On March 2 2016, Strzok texted Page that someone "asked me who I’d vote for, guessed [Ohio Gov. John] Kasich."
“Seriously?! Would you not [vote] D[emocrat]?" Page responded.
"I don’t know," Strzok answered. "I suppose Hillary [Clinton]."
"I would [vote] D," Page affirmed.
Two days later, Page texted Strzok, "God, Trump is a loathsome human."
"Yet he many[sic] win," Strzok responded. "Good for Hillary."
Later the same day, Strzok texted Page, "Omg [Trump's] an idiot."
"He's awful," Page answered.
"America will get what the voting public deserves," said Strzok, to which Page responded. "That’s what I’m afraid of."

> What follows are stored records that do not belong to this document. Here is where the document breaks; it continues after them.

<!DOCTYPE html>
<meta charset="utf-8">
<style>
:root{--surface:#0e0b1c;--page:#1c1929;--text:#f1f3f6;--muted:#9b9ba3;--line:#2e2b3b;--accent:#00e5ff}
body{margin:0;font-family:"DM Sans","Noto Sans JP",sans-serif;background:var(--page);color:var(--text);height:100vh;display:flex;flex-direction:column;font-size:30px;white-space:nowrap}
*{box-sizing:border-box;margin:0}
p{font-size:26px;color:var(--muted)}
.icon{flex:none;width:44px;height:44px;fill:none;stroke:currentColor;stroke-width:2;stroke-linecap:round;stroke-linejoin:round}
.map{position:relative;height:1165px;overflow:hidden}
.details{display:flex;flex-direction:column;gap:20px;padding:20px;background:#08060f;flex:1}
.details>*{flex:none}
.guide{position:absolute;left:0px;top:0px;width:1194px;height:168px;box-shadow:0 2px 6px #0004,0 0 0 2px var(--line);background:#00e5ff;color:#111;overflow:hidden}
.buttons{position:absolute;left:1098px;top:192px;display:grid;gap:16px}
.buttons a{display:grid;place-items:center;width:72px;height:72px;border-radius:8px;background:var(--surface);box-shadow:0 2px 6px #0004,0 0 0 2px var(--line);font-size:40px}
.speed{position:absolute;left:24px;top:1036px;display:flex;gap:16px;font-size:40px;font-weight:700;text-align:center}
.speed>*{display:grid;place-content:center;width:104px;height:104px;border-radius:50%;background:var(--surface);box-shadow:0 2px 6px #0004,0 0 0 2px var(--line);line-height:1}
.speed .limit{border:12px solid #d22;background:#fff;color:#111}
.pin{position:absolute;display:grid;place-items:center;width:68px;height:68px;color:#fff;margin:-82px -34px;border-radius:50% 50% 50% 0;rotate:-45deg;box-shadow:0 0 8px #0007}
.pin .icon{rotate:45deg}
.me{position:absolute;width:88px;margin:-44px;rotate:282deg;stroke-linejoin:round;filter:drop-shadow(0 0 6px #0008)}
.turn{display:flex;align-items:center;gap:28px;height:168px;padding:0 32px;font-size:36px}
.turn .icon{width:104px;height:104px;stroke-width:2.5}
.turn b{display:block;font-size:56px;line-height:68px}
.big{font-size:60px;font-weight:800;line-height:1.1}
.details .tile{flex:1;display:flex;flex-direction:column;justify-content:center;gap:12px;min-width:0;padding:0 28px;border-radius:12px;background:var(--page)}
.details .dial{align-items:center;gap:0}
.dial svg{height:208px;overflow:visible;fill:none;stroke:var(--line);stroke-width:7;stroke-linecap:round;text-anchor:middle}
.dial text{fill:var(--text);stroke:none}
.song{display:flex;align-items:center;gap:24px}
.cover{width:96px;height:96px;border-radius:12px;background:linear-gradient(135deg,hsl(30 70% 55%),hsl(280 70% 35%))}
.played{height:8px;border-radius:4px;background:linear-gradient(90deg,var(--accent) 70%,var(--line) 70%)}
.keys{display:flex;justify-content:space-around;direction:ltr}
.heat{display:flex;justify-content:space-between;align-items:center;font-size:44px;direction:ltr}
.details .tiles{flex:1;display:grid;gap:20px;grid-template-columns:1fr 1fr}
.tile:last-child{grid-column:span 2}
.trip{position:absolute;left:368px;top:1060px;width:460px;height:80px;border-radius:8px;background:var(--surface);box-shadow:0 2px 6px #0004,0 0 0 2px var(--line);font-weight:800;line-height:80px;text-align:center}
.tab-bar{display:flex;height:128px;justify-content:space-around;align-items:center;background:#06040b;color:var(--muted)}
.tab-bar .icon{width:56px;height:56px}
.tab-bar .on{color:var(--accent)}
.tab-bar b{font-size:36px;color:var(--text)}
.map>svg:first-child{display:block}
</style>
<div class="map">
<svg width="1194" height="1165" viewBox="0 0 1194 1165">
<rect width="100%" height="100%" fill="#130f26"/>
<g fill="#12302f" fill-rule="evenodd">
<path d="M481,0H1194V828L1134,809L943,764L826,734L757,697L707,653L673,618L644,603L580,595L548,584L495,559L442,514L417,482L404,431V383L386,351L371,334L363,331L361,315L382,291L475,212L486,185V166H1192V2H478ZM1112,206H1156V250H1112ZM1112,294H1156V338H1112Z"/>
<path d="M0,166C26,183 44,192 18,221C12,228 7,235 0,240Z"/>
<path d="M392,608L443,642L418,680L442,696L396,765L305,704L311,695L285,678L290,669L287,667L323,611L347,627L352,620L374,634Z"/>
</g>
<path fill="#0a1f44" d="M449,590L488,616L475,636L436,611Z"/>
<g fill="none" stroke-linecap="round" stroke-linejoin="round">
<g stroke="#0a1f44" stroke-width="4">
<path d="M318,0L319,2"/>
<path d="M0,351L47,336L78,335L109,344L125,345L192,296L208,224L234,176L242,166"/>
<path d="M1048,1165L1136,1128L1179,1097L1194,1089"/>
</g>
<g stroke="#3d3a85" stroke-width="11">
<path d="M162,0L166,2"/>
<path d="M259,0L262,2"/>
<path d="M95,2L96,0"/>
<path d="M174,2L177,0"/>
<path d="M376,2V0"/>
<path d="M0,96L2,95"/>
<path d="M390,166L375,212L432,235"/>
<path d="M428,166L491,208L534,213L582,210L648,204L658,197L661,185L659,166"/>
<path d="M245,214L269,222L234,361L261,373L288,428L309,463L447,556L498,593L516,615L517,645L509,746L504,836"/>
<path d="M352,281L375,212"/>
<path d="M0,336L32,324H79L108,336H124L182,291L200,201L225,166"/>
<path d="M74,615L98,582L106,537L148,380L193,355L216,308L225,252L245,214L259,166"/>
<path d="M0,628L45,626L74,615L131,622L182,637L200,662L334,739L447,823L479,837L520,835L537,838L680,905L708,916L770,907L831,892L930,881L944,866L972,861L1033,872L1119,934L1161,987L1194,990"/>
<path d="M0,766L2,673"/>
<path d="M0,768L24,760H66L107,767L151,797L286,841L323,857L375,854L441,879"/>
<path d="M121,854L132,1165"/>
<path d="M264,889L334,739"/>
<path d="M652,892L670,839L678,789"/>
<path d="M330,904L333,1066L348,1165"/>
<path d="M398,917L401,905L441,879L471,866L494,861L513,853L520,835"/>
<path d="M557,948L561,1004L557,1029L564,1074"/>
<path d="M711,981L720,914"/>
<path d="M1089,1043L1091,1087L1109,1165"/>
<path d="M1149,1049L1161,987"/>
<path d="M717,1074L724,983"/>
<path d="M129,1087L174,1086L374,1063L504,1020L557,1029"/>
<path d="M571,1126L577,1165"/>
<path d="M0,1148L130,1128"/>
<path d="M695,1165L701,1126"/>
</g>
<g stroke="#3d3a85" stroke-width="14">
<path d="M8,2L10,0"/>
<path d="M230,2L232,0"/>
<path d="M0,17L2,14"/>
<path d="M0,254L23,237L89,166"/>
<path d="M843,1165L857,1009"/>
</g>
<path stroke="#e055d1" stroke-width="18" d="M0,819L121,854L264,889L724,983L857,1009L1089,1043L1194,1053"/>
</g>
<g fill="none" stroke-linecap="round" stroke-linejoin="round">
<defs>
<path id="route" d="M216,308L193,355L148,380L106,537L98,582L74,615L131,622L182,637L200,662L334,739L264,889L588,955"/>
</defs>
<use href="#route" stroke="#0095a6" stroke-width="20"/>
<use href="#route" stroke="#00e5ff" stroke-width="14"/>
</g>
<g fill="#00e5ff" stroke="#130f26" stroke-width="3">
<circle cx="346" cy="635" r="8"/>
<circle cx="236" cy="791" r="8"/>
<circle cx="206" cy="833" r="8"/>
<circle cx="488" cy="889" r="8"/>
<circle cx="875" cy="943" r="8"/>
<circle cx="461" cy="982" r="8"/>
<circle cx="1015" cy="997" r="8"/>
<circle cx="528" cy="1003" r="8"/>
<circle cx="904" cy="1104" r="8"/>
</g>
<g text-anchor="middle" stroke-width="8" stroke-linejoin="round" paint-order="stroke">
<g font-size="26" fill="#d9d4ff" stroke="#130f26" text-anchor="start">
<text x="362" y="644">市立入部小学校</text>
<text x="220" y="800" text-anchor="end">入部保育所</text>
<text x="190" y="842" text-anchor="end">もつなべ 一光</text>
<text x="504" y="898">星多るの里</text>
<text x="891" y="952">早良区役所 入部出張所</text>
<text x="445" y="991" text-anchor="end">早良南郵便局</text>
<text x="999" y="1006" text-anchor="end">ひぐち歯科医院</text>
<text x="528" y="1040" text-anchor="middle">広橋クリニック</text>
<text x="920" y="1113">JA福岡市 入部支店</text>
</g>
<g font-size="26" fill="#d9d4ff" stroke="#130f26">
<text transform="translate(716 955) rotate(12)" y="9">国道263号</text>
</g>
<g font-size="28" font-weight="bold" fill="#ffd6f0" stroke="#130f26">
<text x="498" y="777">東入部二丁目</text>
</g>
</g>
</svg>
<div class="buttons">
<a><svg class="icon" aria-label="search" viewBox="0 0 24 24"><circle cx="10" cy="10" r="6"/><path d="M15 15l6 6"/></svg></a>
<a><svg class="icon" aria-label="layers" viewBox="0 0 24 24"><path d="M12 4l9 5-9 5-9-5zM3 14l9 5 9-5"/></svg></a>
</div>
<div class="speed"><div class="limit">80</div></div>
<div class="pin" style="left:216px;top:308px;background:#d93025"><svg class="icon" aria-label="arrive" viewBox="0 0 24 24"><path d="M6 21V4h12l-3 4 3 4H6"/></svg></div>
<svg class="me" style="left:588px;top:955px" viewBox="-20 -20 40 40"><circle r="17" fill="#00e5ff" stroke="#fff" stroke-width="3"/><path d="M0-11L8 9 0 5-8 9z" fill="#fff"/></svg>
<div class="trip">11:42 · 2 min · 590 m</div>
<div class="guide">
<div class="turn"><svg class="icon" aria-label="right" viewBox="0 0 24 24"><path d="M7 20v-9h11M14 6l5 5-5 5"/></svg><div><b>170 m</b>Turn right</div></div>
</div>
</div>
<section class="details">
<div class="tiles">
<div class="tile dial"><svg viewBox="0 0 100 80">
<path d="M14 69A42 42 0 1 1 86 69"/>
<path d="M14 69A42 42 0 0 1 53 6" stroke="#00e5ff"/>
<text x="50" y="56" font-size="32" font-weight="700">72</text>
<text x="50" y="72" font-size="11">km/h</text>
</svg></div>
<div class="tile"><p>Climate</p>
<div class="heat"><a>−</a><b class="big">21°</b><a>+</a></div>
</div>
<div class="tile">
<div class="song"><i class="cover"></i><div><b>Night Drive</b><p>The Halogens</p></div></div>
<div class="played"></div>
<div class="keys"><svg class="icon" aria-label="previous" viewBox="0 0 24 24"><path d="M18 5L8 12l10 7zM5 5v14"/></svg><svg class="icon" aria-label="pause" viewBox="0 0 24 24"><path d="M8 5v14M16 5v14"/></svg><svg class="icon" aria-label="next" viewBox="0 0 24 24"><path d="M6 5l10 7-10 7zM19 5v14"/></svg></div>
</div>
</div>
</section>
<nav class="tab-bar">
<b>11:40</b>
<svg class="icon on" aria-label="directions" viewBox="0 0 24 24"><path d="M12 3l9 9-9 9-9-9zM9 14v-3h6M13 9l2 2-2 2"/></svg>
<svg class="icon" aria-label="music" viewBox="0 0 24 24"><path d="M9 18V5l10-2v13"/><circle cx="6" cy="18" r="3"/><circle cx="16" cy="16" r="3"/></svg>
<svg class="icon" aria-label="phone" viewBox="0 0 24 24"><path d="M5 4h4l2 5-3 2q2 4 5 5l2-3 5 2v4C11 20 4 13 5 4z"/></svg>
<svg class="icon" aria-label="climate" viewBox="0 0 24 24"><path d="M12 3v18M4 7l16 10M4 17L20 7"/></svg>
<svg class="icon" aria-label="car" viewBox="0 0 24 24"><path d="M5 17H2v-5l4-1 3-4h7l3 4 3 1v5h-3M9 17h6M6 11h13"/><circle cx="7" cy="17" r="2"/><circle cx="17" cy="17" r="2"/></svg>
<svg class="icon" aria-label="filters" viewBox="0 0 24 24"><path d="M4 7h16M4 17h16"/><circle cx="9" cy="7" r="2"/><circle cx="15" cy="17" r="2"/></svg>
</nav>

Twelve days later, after Trump took a commanding lead in the Republican delegate race with victories in key "Super Tuesday" primaries, Page texted Strzok, "I can not believe Donald Trump is likely to be an actual, serious candidate for president."
On Aug. 6, Page texted Strzok a New York Times article about Muslim lawyer Khzir Khan, who became embroiled in a war of words with Trump after Khan spoke at the Democratic National Convention.
"Jesus. You should read this. And Trump should go f himself," Page wrote in a message attached to the article.
“God that’s a great article," Strzok answered. "Thanks for sharing. And F TRUMP."
Yet another exchange appears to show efforts to conceal some of their conversations about Democratic nominee Hillary Clinton.
“So look, you say we text on that phone when we talk about Hillary because it can’t be traced, you were just venting, bc you feel bad that you’re gone so much but that can’t be helped right now,” Page wrote on April 2, 2016.
Fox News’ Samuel Chamberlain and Jake Gibson contributed to this report.